Sep 25, 2012 | Branding, Communication, Marketing, Small business, Social Media
Big Brother is watching where you are, if you have a smartphone. The GPS capabilities of the newer smartphones opens up an extraordinary Pandora’s box of opportunities to market to those in immediate reach, alternatively to deluge them with SPAM, as illustrated by Tom Fishburnes cartoon . (make sure you click through to his Google keynote)
You are a smart young thing, with a purchase history in a chain of fashion stores. As you walk into the orbit of a store, your phone tells them who you are, and that you are close, which offers the chance to mine your database, and come up with tailored specials, available for the next 20 minutes, just for you. Or perhaps as you move towards the cinema complex in George Street, the movie about to start that sits in your preferred genre, offers you a preferred location, and a coffee. The opportunities are endless, the potential to annoy by filling your phone with Spam almost as endless.
This evolution will require a rethink of the customer acquisition process. Aiming messages at consumers with the laser-like accuracy to avoid being a Spammer will require a sophisticated data mining capability, as well as a sensitivity to consumer preferences that will be hard to translate into an algorithm.

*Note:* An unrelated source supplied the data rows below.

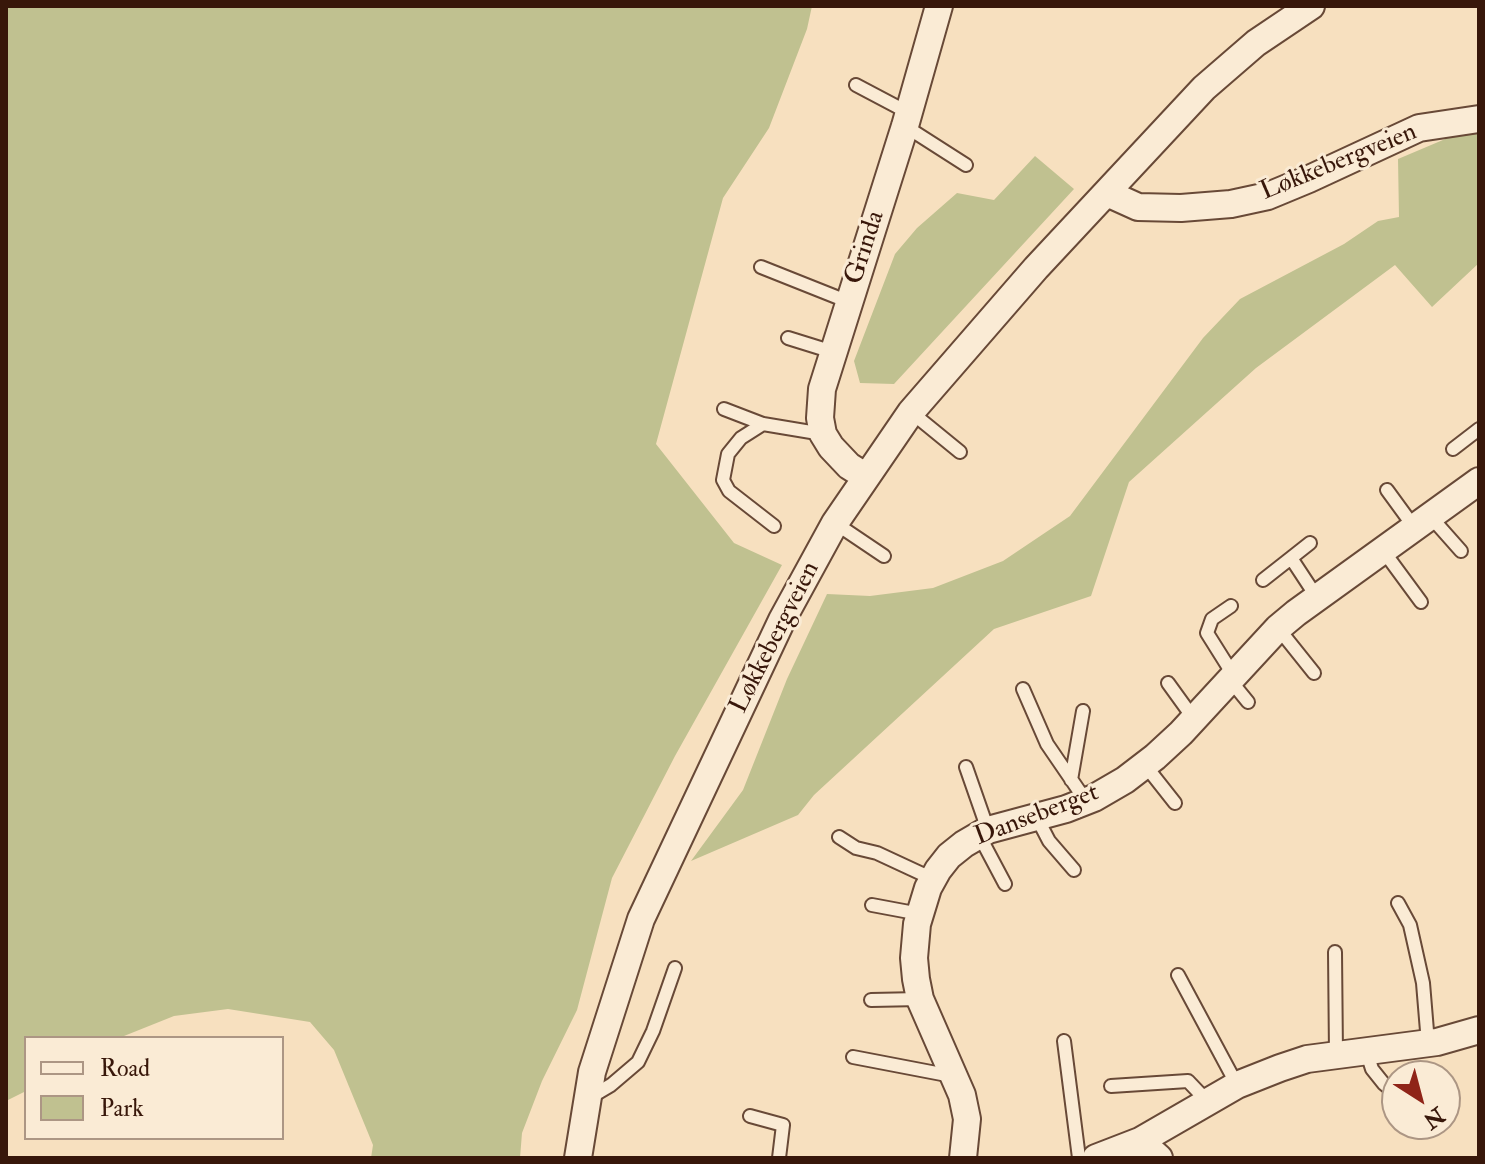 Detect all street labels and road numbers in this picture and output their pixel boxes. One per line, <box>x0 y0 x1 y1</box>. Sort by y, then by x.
street label: Løkkebergveien <box>1256 117 1422 209</box>
street label: Grinda <box>840 207 892 289</box>
street label: Løkkebergveien <box>724 557 828 719</box>
street label: Danseberget <box>971 778 1103 854</box> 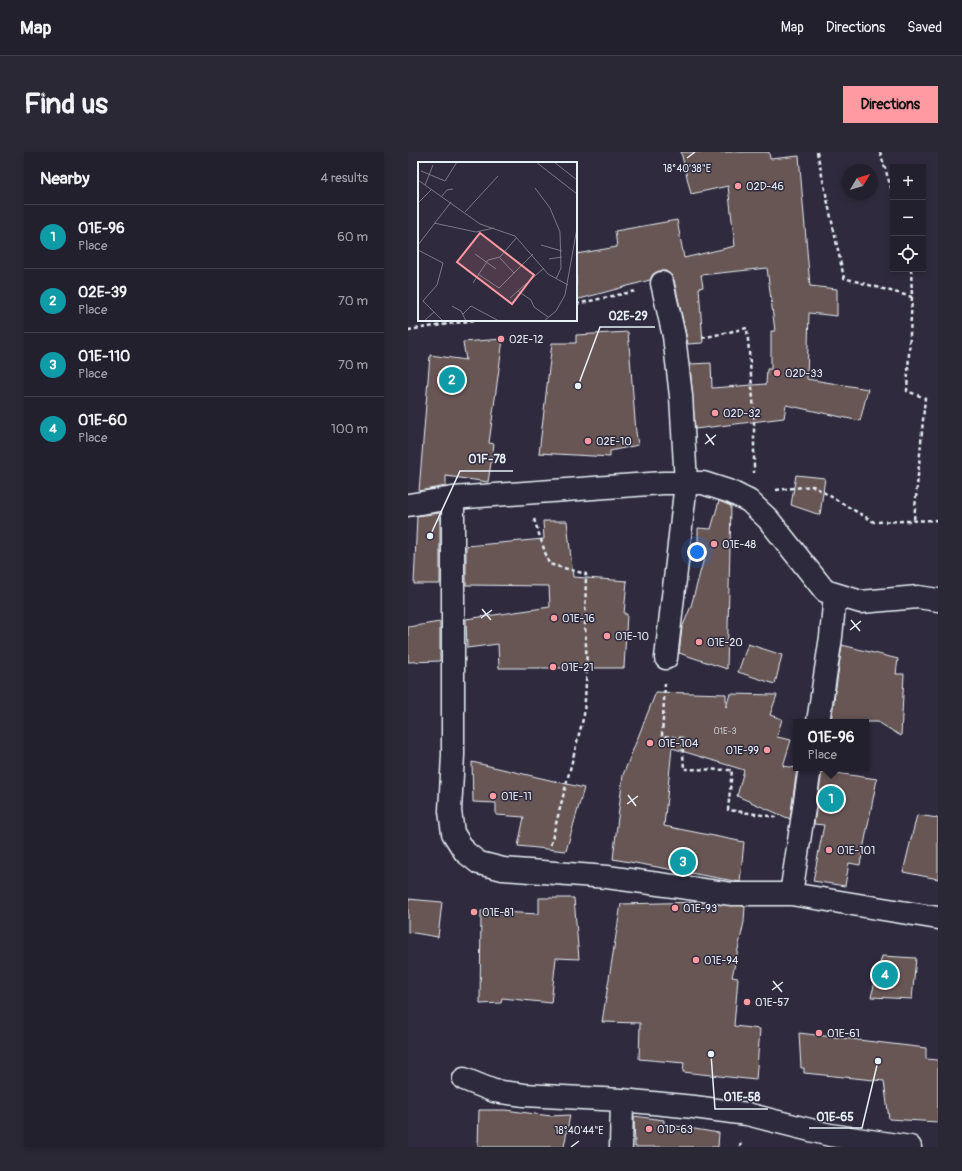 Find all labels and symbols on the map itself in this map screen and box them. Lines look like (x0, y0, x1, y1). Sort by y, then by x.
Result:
inset map (418, 162, 577, 321)
text: 18°40'38"E (663, 163, 711, 175)
north arrow (842, 164, 878, 200)
place label: 02D-46 (746, 180, 784, 193)
marker: 02D-46 (733, 181, 743, 191)
callout: 02E-29 (600, 303, 655, 327)
text: 02E-29 (608, 309, 648, 324)
place label: 02E-12 (509, 333, 544, 346)
marker: 02E-12 (496, 334, 506, 344)
pin: 2 (439, 365, 465, 395)
place label: 02D-33 (785, 367, 823, 380)
marker: 02D-33 (772, 368, 782, 378)
place label: 02D-32 (723, 407, 761, 420)
marker: 02D-32 (710, 408, 720, 418)
place label: 02E-10 (596, 435, 632, 448)
marker: 02E-10 (583, 436, 593, 446)
callout: 01F-78 (460, 447, 513, 471)
text: 01F-78 (468, 452, 506, 467)
place label: 01E-48 (722, 538, 757, 551)
marker: 01E-48 (709, 539, 719, 549)
your location (687, 542, 707, 562)
place label: 01E-16 (562, 612, 595, 625)
marker: 01E-16 (549, 613, 559, 623)
place label: 01E-10 (615, 630, 649, 643)
marker: 01E-10 (602, 631, 612, 641)
place label: 01E-20 (707, 636, 743, 649)
marker: 01E-20 (694, 637, 704, 647)
place label: 01E-21 (561, 661, 594, 674)
marker: 01E-21 (548, 662, 558, 672)
house number: 01E-3 (713, 726, 737, 737)
place label: 01E-104 (658, 737, 699, 750)
marker: 01E-104 (645, 738, 655, 748)
place label: 01E-99 (725, 744, 759, 757)
marker: 01E-99 (762, 745, 772, 755)
pin: 1 (818, 784, 844, 814)
place label: 01E-11 (501, 790, 532, 803)
marker: 01E-11 (488, 791, 498, 801)
place label: 01E-101 (837, 844, 875, 857)
marker: 01E-101 (824, 845, 834, 855)
pin: 3 (670, 847, 696, 877)
place label: 01E-93 (683, 902, 717, 915)
marker: 01E-93 (670, 903, 680, 913)
place label: 01E-81 (482, 906, 514, 919)
marker: 01E-81 (469, 907, 479, 917)
place label: 01E-94 (704, 954, 739, 967)
marker: 01E-94 (691, 955, 701, 965)
pin: 4 (872, 960, 898, 990)
place label: 01E-57 (755, 996, 789, 1009)
marker: 01E-57 (742, 997, 752, 1007)
place label: 01E-61 (827, 1027, 860, 1040)
marker: 01E-61 (814, 1028, 824, 1038)
callout: 01E-58 (715, 1085, 768, 1109)
text: 01E-58 (724, 1090, 760, 1105)
callout: 01E-65 (809, 1104, 862, 1128)
text: 01E-65 (816, 1110, 854, 1125)
place label: 01D-63 (657, 1123, 693, 1136)
marker: 01D-63 (644, 1124, 654, 1134)
text: 18°40'44"E (555, 1125, 603, 1137) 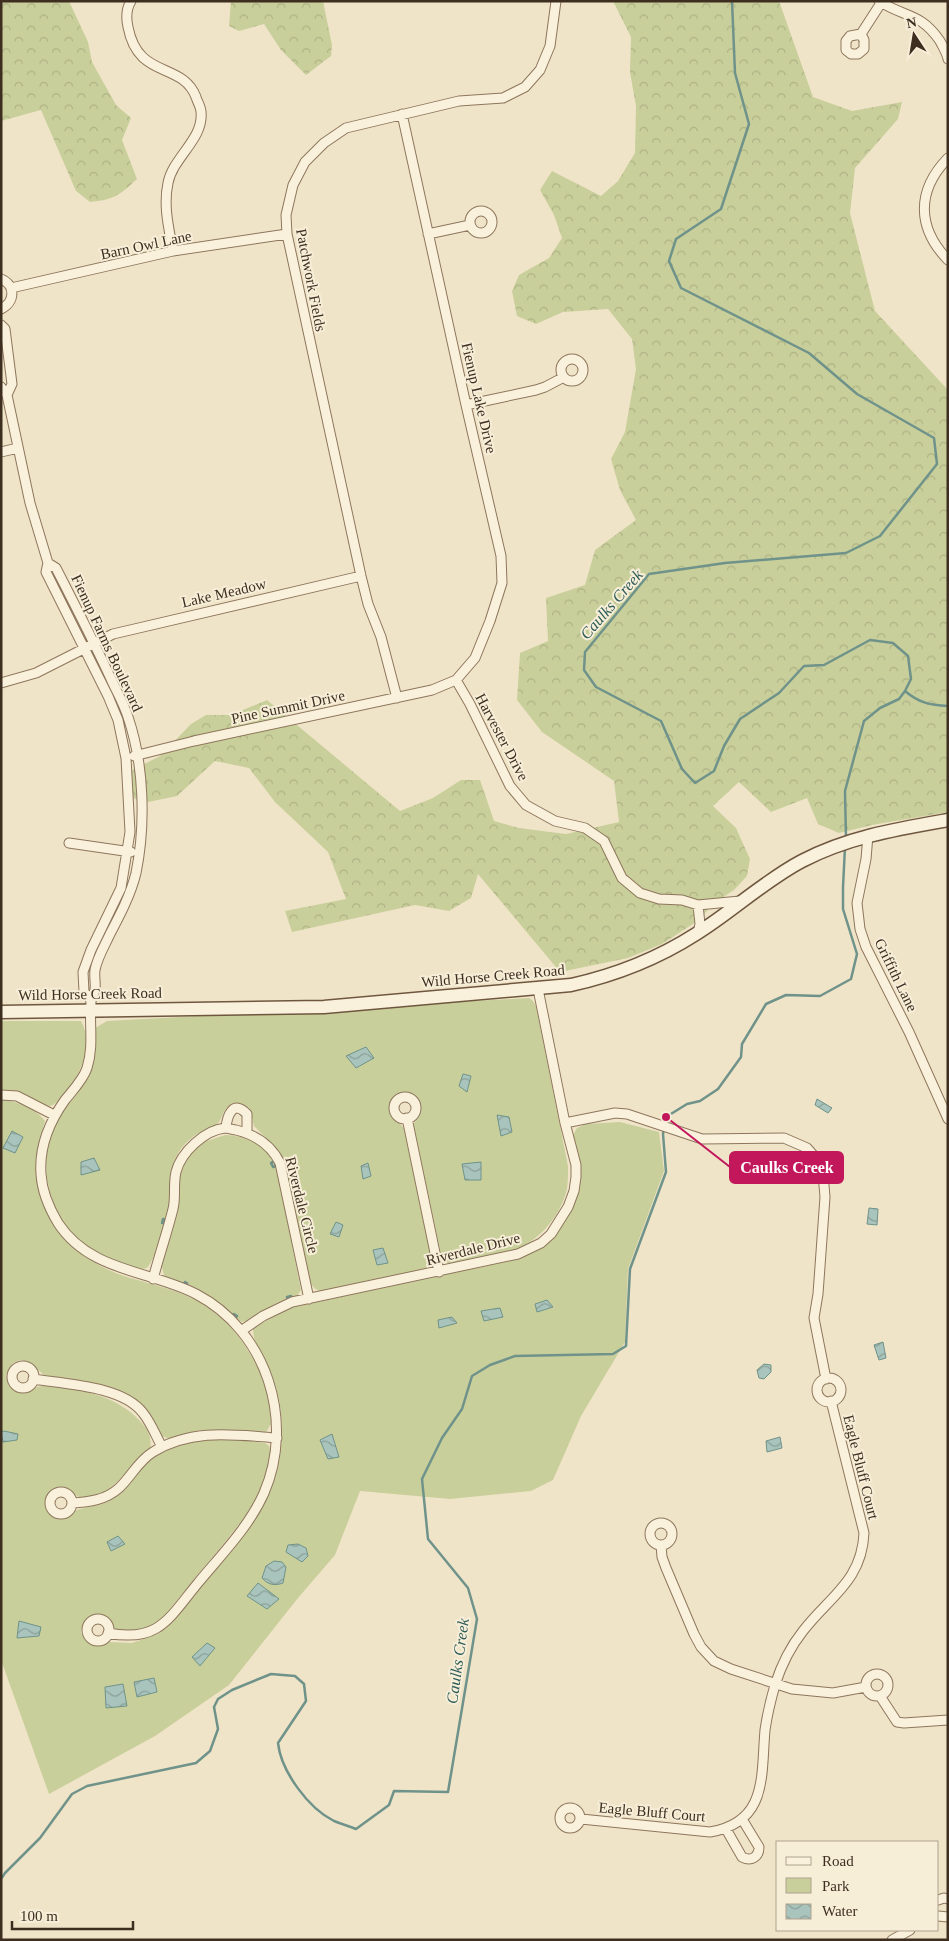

The downside for those who do it poorly is that potentially loyal consumers will move elsewhere, and block your messages, the emerging equivalent of retail purgatory.
Sep 20, 2012 | Innovation, Marketing, Small business
“Big data” appears to be the coming cliché amongst my propeller-headed friends, as it gets cheaper to gather, store, and mine data, they are like excited 21st century versions of Oliver Twist, “more petabytes please sir”!
Surely at some point diminishing returns occur, more and more of the same data cannot to my mind possibly lead to the insights that make a difference. What is needed is different data, meaningful insights generated from the data, better assembly of data into project plans and performance measures, curation of key bits of data to those who can use it to solve a problem or provide insight into a circumstance.
Imagine if you will, a black and white photo taken with a 10 megapixel camera, compared to the same photo taken with a 100 megapixel camera (does this exist?) same photo, better definition although hard to distinguish, you can blow the one taken with the 100 up to the size of the opera house and still be recognisable, but it is still the same photo, just more data of the same sort. Now consider the same picture taken in colour, at 5 megapixels, same photo, less data, but what a change is wrought by a bit of different data, even if it is just an added bit of small data.
More of the same is never as good as a little bit of different.
Sep 13, 2012 | Communication, Customers, Marketing, Small business, Social Media
In a chook-house, there are both chickens and eggs, all mixed up, and hard to tell which chicken laid which eggs. It is a bit like the web, full of sites that could belong to any number of businesses.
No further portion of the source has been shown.